AIM OF THE EXERCISE
From the opening line of the records through the line bearing "1px #a2b092) drop-shadow(0", set down every line exactly.

RECORD EXCERPTS
★ ★ ★ ★

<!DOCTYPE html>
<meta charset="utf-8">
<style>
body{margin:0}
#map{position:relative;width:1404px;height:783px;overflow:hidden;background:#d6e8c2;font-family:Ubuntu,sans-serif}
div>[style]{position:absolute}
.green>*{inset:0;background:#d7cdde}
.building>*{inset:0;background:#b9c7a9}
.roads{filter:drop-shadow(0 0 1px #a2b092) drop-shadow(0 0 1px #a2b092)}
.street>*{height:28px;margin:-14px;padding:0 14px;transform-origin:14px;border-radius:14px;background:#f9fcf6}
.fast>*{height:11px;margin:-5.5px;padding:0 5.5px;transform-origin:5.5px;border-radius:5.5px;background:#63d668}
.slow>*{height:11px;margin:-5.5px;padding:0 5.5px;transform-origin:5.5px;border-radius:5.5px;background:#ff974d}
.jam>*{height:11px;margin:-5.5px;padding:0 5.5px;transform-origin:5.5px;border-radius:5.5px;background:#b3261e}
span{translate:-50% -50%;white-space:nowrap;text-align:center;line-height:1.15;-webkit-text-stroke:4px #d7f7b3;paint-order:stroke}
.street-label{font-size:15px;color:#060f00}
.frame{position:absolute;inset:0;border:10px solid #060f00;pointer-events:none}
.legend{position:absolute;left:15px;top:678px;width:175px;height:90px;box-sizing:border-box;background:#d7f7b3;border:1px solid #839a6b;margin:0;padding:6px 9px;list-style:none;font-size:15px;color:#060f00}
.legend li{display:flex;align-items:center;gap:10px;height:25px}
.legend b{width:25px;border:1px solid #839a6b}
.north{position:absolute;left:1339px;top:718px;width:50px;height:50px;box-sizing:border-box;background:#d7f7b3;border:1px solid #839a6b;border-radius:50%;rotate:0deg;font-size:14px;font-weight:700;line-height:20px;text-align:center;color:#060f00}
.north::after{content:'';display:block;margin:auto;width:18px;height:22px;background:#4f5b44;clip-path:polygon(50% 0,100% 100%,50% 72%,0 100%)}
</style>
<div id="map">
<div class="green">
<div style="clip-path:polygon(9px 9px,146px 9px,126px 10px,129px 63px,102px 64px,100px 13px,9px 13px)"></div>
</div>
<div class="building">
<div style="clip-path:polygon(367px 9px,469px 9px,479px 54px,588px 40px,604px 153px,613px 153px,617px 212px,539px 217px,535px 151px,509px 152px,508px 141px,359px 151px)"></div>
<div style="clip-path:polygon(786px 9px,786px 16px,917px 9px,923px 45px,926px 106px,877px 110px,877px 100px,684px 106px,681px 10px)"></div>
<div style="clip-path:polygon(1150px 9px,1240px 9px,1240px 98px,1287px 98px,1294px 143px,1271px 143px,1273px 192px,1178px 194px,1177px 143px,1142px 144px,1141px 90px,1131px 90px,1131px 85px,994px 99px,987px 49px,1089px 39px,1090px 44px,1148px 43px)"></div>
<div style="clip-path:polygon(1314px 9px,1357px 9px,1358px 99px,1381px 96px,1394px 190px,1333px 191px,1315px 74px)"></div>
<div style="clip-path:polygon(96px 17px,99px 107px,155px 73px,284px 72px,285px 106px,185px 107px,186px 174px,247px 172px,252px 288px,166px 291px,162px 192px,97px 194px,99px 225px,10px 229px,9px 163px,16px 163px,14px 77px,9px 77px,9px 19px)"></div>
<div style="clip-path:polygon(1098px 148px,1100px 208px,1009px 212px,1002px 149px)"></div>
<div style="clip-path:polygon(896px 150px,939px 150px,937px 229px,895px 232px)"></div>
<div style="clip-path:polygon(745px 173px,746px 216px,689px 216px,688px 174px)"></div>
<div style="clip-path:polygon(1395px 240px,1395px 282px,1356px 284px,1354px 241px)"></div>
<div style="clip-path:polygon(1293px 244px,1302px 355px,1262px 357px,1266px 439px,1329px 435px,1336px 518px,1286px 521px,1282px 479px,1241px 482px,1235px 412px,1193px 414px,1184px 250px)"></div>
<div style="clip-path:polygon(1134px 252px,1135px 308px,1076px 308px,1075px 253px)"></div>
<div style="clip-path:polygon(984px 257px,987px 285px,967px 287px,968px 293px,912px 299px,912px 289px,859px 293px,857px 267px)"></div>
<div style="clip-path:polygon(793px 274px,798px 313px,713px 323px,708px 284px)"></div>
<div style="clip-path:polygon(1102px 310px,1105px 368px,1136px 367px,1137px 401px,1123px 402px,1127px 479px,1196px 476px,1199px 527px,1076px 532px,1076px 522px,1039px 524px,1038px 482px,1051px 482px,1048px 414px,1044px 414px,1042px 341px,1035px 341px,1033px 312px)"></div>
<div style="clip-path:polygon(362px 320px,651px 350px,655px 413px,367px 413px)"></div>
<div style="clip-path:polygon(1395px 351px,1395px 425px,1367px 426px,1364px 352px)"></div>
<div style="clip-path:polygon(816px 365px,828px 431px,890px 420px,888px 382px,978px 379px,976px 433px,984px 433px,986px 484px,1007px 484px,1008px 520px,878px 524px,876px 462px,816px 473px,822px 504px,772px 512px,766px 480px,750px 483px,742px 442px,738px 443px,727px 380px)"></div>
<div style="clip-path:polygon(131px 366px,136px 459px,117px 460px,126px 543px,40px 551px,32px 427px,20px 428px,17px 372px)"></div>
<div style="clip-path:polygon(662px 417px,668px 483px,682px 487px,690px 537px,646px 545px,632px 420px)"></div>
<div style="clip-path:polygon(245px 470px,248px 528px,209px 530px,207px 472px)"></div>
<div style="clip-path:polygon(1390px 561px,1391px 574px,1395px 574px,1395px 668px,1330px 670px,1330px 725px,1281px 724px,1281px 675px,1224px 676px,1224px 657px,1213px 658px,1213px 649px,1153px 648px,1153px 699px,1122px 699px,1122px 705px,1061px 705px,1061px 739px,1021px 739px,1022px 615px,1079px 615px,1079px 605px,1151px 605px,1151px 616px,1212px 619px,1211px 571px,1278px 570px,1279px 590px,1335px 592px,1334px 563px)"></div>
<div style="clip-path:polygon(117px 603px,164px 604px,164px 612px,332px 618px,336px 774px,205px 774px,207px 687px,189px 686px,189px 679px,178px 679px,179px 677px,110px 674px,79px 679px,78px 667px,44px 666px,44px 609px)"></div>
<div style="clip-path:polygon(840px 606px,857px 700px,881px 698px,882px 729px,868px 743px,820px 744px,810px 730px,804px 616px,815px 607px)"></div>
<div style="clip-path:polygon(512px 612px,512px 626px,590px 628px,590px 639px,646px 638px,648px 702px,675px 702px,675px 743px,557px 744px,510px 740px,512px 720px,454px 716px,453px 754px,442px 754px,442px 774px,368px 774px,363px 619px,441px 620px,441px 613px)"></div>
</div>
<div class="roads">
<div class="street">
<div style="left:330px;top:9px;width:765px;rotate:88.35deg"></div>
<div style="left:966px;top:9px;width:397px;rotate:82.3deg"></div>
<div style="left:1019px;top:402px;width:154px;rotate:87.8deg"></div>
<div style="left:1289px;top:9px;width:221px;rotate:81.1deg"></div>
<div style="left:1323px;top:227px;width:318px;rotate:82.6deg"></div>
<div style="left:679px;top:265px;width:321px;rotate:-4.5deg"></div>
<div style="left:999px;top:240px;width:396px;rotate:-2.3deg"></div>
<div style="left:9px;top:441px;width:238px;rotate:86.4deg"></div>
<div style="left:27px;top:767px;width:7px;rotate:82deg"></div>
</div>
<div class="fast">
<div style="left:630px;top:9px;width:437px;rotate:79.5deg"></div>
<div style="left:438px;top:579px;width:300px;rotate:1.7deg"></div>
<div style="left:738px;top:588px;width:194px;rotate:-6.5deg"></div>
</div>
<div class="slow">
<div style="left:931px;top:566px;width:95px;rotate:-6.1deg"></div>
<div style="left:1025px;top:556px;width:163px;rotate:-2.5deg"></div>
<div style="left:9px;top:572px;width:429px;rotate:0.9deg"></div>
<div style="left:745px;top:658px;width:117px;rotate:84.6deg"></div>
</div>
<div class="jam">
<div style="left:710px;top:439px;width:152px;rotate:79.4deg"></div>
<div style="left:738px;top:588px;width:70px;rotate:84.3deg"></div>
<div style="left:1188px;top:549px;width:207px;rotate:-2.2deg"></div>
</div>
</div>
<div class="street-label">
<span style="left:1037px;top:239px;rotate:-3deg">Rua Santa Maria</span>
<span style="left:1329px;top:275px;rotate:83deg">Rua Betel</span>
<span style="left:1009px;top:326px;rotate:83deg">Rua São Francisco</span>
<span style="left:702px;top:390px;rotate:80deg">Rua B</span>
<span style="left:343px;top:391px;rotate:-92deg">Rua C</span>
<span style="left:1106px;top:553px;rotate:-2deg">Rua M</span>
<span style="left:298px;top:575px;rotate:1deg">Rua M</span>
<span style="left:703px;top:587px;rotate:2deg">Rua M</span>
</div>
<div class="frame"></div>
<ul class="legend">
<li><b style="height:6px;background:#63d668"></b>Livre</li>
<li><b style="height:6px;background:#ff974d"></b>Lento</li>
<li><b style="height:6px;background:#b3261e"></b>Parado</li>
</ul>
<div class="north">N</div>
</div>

★ ★ ★ ★

TASK SOLUTION
<!DOCTYPE html>
<meta charset="utf-8">
<style>
body{margin:0}
#map{position:relative;width:1404px;height:783px;overflow:hidden;background:#d6e8c2;font-family:Ubuntu,sans-serif}
div>[style]{position:absolute}
.green>*{inset:0;background:#d7cdde}
.building>*{inset:0;background:#b9c7a9}
.roads{filter:drop-shadow(0 0 1px #a2b092) drop-shadow(0 0 1px #a2b092)}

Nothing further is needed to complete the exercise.